On We Move, Vasandani has ample support from his trio comprising pianist Jeb Patton, bassist David Wong and drummer Quincy Davis. A rarity in jazz these days, Vasandani and Co. have a longevity factor working in their favor: The band has been a group since 2001. “Those guys are like family in the best way,” says the leader. “We’ve known each other and worked together for so long that they’re forthcoming in feedback and are extremely confident. Yes, we like to experiment, but the four of us are also deeply indebted to the tradition; there’s a respect for music that balances our wilder sides.”
Vasandani notes that in addition to their instrumental support, two band members also contributed songs, including Patton’s “Horizons” that is paired with the romping, upswing “Once in a While” (by Michael Edwards and Bud Green), and Davis composed the music on “Ring Road (Back to You),” which the leader wrote the lyrics to. Of the former, Vasandani says, “There are so many reasons to sing that song. The coy lyric fits my m.o. lyrically. And by pairing that tune with Jeb’s intensely swinging original, we can shift the focus a bit to the band while I can still float out on top.”

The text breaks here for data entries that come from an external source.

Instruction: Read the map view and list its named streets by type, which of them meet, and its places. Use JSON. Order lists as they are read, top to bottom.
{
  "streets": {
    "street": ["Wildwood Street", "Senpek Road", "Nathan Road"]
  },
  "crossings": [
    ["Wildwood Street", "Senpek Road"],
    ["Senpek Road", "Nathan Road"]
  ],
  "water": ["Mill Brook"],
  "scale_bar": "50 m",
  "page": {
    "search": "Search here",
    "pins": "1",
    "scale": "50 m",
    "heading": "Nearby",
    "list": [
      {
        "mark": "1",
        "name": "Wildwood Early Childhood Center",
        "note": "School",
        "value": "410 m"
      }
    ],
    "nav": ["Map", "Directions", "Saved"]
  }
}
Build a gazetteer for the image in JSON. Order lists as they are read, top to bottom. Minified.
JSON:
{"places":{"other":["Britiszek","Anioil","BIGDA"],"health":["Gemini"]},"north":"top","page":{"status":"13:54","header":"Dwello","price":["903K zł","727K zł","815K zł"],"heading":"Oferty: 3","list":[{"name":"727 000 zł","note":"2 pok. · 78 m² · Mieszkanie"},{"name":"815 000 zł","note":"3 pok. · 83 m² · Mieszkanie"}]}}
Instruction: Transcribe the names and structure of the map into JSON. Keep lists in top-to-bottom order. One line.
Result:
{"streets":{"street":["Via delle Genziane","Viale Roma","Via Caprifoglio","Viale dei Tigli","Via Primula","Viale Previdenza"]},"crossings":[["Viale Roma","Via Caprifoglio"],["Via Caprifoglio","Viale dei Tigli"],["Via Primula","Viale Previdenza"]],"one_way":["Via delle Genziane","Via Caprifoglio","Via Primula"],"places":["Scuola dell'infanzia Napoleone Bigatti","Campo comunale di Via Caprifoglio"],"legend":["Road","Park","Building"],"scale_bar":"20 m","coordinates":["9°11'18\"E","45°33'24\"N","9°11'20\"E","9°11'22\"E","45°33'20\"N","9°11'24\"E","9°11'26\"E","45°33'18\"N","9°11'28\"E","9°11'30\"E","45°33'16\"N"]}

As for the latter, Vasandani says that it is the CD’s oldest number in the band’s library. “This is a song the band can relate to,” he says. “Over the years the song took on different shapes as we continued to make new arrangements. But Quincy’s melody was always so easy to sing, from the beginning.”

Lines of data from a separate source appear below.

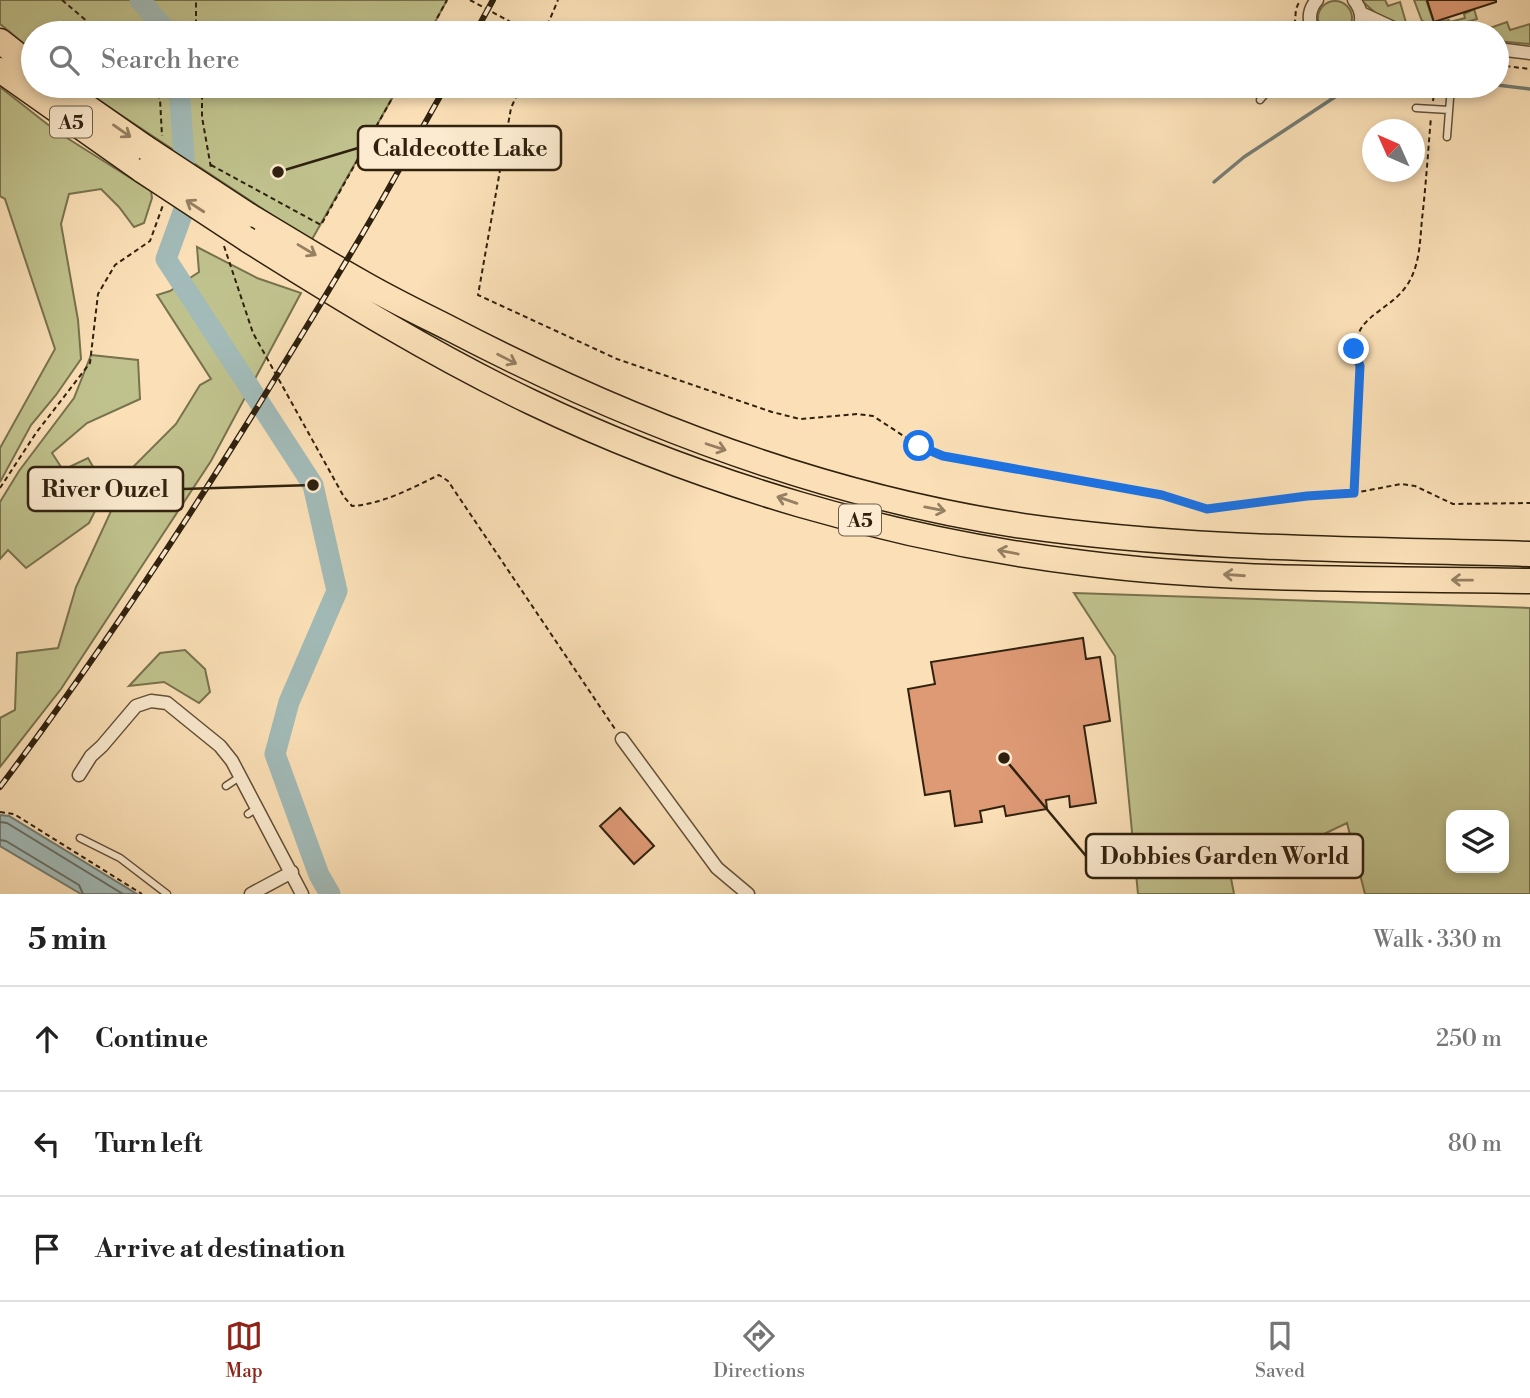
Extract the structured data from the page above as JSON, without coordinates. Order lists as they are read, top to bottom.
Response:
{
  "streets": {
    "highway": ["A5"]
  },
  "places": ["Caldecotte Lake", "River Ouzel", "Dobbies Garden World"],
  "north": "top left",
  "page": {
    "search": "Search here",
    "heading": ["5 min", "Walk · 330 m"],
    "list": [
      ["Continue", "250 m"],
      ["Turn left", "80 m"],
      "Arrive at destination"
    ],
    "nav": ["Map", "Directions", "Saved"]
  }
}
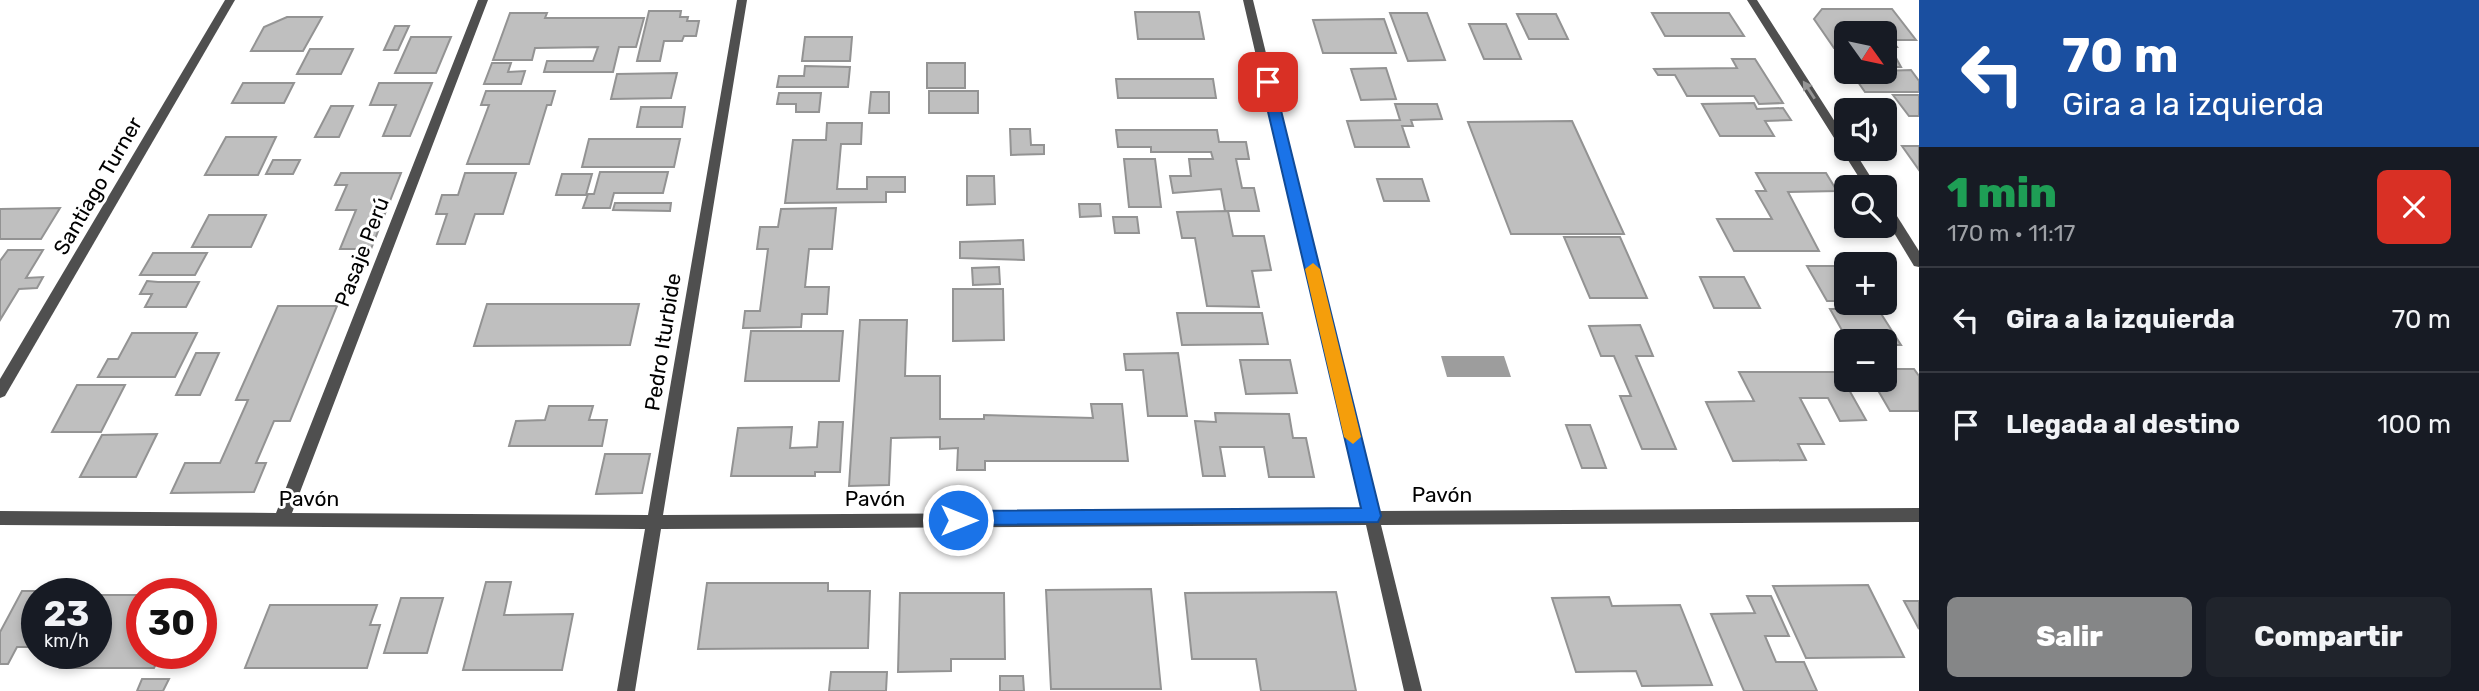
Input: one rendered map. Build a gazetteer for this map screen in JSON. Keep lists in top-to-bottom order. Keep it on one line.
{"streets":{"street":["Santiago Turner","Pasaje Perú","Pedro Iturbide","Pavón"]},"crossings":[["Pasaje Perú","Pavón"],["Pedro Iturbide","Pavón"]],"north":"bottom right","page":{"turn":["70 m","Gira a la izquierda"],"map_buttons":["+","−"],"heading":["1 min","170 m · 11:17"],"list":[{"name":"Gira a la izquierda","value":"70 m"},{"name":"Llegada al destino","value":"100 m"}],"speed":"23 km/h","limit":"30","buttons":["Salir","Compartir"]}}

In addition to producing, Wamble plays a significant role as a guest musician on We Move, adding various guitar styles, background effects, layering and texturing on several tunes. Other guests include drummer Justin Brown, trombonist Vincent Gardner and tenor/baritone saxophonist Dayna Stephens.
Vasandani’s originals are among the standout tracks on We Move. The gem of the bunch, “Every Ocean, Every Star,” features Wamble’s layered guitar textures. “This is a song about expectations,” says Vasandani. “It’s a beautiful thing to try to give without expectations, but can we really? I wrote this song for the people I’m closest to.”
The title track, written with Vasandani’s friend Erik Privert, has a movement that’s both mysterious and sweet. Vasandani’s lyrics on this record, beginning with “We Move,” reflect his struggle “to accept myself without guilt.” Another jewel is the lilting “Royal Eyes,” again infused with Wamble’s guitar colors and embellished by Vasandani’s overdubbed background vocals. “The song is a reminder for me to love what I have. Even though this song has a folksier feel, I wanted the colors of the other voices to be messy, human.”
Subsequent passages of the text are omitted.